*** RECORDS FOR THIS EXERCISE

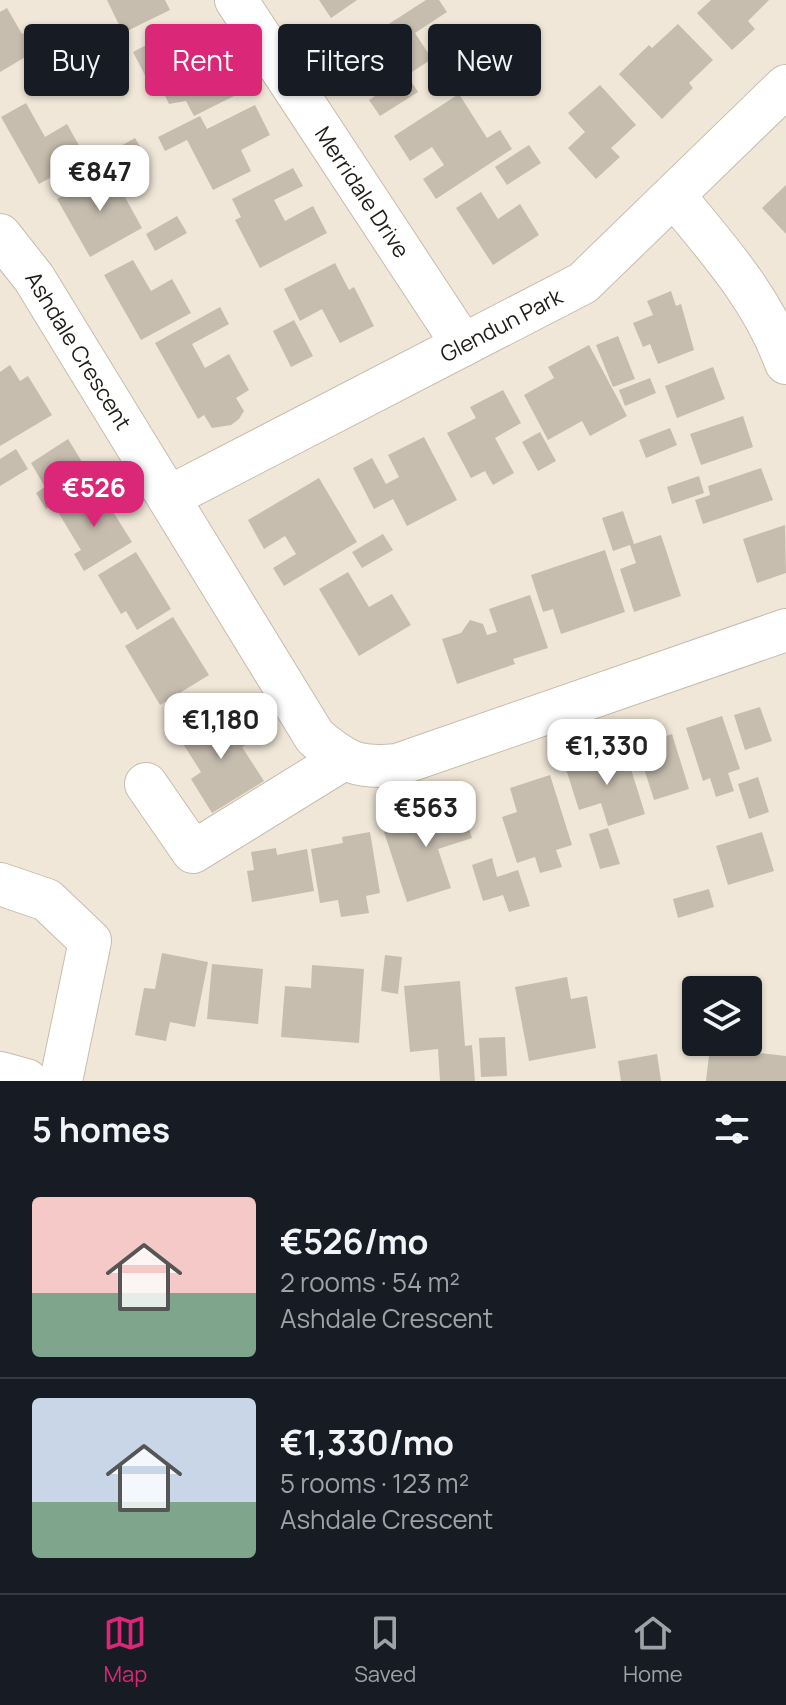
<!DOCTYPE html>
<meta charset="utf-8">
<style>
:root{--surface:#171b24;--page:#242831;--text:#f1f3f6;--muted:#9ea1a6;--line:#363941;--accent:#db2777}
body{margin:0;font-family:Manrope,sans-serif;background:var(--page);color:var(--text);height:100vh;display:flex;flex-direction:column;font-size:30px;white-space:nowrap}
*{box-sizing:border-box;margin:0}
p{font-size:26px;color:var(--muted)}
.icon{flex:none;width:44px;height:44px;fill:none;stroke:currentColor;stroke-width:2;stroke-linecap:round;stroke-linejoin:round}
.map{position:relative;height:1081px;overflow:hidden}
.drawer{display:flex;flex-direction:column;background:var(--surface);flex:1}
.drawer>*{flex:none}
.hud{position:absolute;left:24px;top:24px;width:738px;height:72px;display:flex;gap:16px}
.tools{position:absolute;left:682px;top:976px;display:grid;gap:16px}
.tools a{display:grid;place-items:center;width:80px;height:80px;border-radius:8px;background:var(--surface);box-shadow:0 2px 6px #0004;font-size:40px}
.price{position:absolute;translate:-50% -68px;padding:0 18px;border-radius:16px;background:#fff;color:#222;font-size:26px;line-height:52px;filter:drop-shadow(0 2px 4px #0008)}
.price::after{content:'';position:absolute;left:50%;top:48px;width:24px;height:18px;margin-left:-12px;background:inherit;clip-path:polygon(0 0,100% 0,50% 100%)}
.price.on{background:var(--accent);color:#fff}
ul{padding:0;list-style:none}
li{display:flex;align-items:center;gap:24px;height:200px;padding:0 32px}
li+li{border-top:2px solid var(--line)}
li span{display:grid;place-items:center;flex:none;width:224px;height:160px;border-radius:8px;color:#555}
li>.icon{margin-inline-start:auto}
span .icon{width:96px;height:96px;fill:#fffc;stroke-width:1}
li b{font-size:34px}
h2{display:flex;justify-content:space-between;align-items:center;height:96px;padding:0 32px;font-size:34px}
.chip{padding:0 28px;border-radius:8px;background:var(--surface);box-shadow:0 2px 6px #0004;font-size:28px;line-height:72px}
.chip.on{background:var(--accent);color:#fff}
.tabs{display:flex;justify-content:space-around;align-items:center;height:112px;border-top:2px solid var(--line);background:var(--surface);font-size:22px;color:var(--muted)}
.tabs a{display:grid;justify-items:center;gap:4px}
.tabs .on{color:var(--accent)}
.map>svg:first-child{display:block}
.building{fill:#c6bdaf}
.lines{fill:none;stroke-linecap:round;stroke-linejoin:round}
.minor-casing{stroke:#c6bdaf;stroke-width:44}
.tertiary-casing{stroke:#c6bdaf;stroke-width:46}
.minor{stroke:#fff;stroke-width:42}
.tertiary{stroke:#fff;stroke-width:44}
.labels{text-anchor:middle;stroke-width:6;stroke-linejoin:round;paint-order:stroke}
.street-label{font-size:22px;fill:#201d18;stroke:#f0e7d8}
</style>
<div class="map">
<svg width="786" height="1081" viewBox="0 0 786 1081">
<rect width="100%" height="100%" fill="#f0e7d8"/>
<g class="building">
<polygon points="107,0 165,0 170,10 123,33"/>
<polygon points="319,0 357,0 331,18"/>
<polygon points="426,0 439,0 447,12 415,33 432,59 407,75 418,92 380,116 369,100 392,85 382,69 358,84 339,56"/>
<polygon points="711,0 769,0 748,21 755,29 732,50 697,13"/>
<polygon points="7,8 22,34 39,26 50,36 44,46 0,72 0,12"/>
<polygon points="678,24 713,60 689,83 693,88 662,119 619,74 649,45 652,48"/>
<polygon points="184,25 194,46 202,42 207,53 211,50 234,96 194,116 186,101 169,104 156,77 148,81 133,52"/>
<polygon points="76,31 97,71 66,86 46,46"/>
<polygon points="117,32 125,48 101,60 93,44"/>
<polygon points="600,85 636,125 611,148 620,157 596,179 568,148 585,132 568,113"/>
<polygon points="459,94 487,138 500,130 512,149 436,199 423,179 444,165 432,147 410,161 394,136"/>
<polygon points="26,103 45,137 67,124 86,158 39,184 1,117"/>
<polygon points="255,105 270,135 241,150 251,171 213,190 187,140 165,151 158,137 200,116 207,129"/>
<polygon points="135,138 145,155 113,173 103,156"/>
<polygon points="529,145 541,163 507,185 495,167"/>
<polygon points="293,168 303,186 274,200 285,221 313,206 327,233 260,268 235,220 241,217 232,199"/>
<polygon points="110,170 142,228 90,257 57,199"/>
<polygon points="786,185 786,234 762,208"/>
<polygon points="481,192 498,219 520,204 539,235 493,265 456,208"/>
<polygon points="177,216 187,233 155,251 146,234"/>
<polygon points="133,260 151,291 172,279 191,313 141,340 104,275"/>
<polygon points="335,263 349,290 354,287 374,326 340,343 322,309 300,321 284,289"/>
<polygon points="671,291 676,306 681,304 694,350 658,364 650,344 643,347 633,323 653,315 647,301"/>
<polygon points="220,307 229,324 192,344 205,368 229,354 249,390 236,398 244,411 239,419 231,425 212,428 204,415 198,419 155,343"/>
<polygon points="294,320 313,356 291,367 273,331"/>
<polygon points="618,336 635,379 613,387 596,345"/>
<polygon points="589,345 627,416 590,436 582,421 548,440 524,395 554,378 548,367"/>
<polygon points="10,365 20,381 28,376 52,415 0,446 0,372"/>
<polygon points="713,367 725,399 677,418 665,386"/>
<polygon points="650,378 656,393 625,406 619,390"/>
<polygon points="503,390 521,423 495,438 514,473 493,485 485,471 471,478 447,433 476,418 470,407"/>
<polygon points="743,416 753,447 701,465 690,434"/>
<polygon points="670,428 677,445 646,458 639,440"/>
<polygon points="540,432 556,461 538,471 522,442"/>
<polygon points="424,437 457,500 407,526 393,499 374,509 353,468 372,458 386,484 399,477 388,455"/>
<polygon points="68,439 93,480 46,509 36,493 45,487 31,463"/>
<polygon points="16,449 28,469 0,486 0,459"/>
<polygon points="761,468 773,500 703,524 695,500 710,495 708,486"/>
<polygon points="699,476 704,493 672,504 667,487"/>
<polygon points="319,478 357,542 284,586 273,568 296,554 285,536 264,549 248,520"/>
<polygon points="98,488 132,542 84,571 74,554 81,550 58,512"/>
<polygon points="623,511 634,544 661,535 681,596 634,612 620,569 636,563 630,545 613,551 602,518"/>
<polygon points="785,525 786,573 757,583 743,539"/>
<polygon points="383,534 393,550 362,568 352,552"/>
<polygon points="605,550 625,612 561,634 553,609 543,612 531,575"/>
<polygon points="136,552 171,609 137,630 126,611 121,614 98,575"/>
<polygon points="348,572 369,607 392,594 411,625 359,656 319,589"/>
<polygon points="530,595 548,648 513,659 515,664 457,684 442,639 461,633 470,620 483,624 487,635 497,632 489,609"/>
<polygon points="173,617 209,675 160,705 125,646"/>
<polygon points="760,707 772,741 745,750 734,715"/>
<polygon points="228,709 249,743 242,747 264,781 212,813 191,779 201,772 180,739"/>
<polygon points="722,716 740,769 728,773 734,791 716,797 710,778 703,781 686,728"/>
<polygon points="672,734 689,789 654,800 637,746"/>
<polygon points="625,750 645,814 608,826 601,803 579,810 566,769"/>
<polygon points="550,775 572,845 556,850 562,867 540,873 535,857 517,863 502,817 517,812 510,788"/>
<polygon points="758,777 769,812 749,819 738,784"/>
<polygon points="460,801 472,838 438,849 451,888 407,902 384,832 402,826 400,820"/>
<polygon points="608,828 620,864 600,869 589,834"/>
<polygon points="370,832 380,893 366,896 369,913 341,917 338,900 320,903 311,849 343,843 342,837"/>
<polygon points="762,832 774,871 728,885 716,846"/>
<polygon points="276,848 277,855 307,849 314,891 252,902 247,871 254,870 251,852"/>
<polygon points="492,858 497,877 518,870 530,906 509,912 503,895 483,901 472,865"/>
<polygon points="709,889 714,907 678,918 673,899"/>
<polygon points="162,953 208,962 195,1027 170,1022 166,1041 135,1035 144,988 155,989"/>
<polygon points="385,955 402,957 398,994 381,991"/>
<polygon points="212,964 263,969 258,1024 207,1019"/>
<polygon points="312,965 364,969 359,1043 281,1037 285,986 311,988"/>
<polygon points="567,977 571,999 587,996 596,1048 529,1061 515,987"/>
<polygon points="460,981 465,1046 472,1045 475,1081 440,1081 438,1049 410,1052 404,986"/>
<polygon points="505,1037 507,1076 481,1077 479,1038"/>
<polygon points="710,1047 786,1056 786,1081 706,1081"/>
<polygon points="657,1054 661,1081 621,1081 618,1061"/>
</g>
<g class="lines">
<g class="minor-casing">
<g id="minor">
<path id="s1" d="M236 0 463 345"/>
<path d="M675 197C718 249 763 299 786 363"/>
<path id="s2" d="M0 235 34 278 315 737C345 762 357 769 397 765L786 630"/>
<path id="s3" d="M169 497 583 283 786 86"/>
<polyline points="146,784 193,852 342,760"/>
<polyline points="0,884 47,900 90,941 61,1081"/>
</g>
</g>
<g class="tertiary-casing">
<polyline id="tertiary" points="0,1074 26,1081"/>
</g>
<use href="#minor" class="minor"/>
<use href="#tertiary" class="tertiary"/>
</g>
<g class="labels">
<g class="street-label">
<text dy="8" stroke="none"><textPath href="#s1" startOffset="230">Merridale Drive</textPath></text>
<text dy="8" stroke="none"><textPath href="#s3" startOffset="374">Glendun Park</textPath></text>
<text dy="8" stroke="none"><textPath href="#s2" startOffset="140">Ashdale Crescent</textPath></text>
</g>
</g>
</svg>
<div class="tools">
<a><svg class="icon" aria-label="layers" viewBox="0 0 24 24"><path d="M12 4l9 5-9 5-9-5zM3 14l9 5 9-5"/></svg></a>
</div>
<b class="price" style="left:100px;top:213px">€847</b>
<b class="price on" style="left:94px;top:529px">€526</b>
<b class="price" style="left:221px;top:761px">€1,180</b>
<b class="price" style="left:607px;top:787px">€1,330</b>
<b class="price" style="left:426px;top:849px">€563</b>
<div class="hud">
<a class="chip">Buy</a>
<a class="chip on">Rent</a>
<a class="chip">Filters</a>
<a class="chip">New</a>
</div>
</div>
<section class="drawer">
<h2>5 homes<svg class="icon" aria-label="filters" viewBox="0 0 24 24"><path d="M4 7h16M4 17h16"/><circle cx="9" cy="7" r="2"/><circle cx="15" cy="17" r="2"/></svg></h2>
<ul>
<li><span style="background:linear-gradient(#f6c9c9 60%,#7fa58c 0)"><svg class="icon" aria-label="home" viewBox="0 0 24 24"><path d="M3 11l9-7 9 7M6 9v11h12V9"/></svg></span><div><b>€526/mo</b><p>2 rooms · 54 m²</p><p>Ashdale Crescent</p></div></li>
<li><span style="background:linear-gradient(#c9d6e8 65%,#7fa58c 0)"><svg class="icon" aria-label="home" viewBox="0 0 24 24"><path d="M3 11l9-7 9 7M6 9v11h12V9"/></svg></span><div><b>€1,330/mo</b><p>5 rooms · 123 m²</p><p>Ashdale Crescent</p></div></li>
</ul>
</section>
<nav class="tabs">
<a class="on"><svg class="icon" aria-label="map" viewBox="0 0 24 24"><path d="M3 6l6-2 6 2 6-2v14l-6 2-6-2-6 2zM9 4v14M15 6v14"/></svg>Map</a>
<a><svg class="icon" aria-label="saved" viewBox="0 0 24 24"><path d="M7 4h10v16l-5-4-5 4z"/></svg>Saved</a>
<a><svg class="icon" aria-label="home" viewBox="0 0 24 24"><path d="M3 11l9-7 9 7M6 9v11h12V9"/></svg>Home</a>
</nav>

******

TASK GOAL:
When the word "tools" shows up in a line of the entries, report that line.

RESPONSE:
.tools{position:absolute;left:682px;top:976px;display:grid;gap:16px}
.tools a{display:grid;place-items:center;width:80px;height:80px;border-radius:8px;background:var(--surface);box-shadow:0 2px 6px #0004;font-size:40px}
<div class="tools">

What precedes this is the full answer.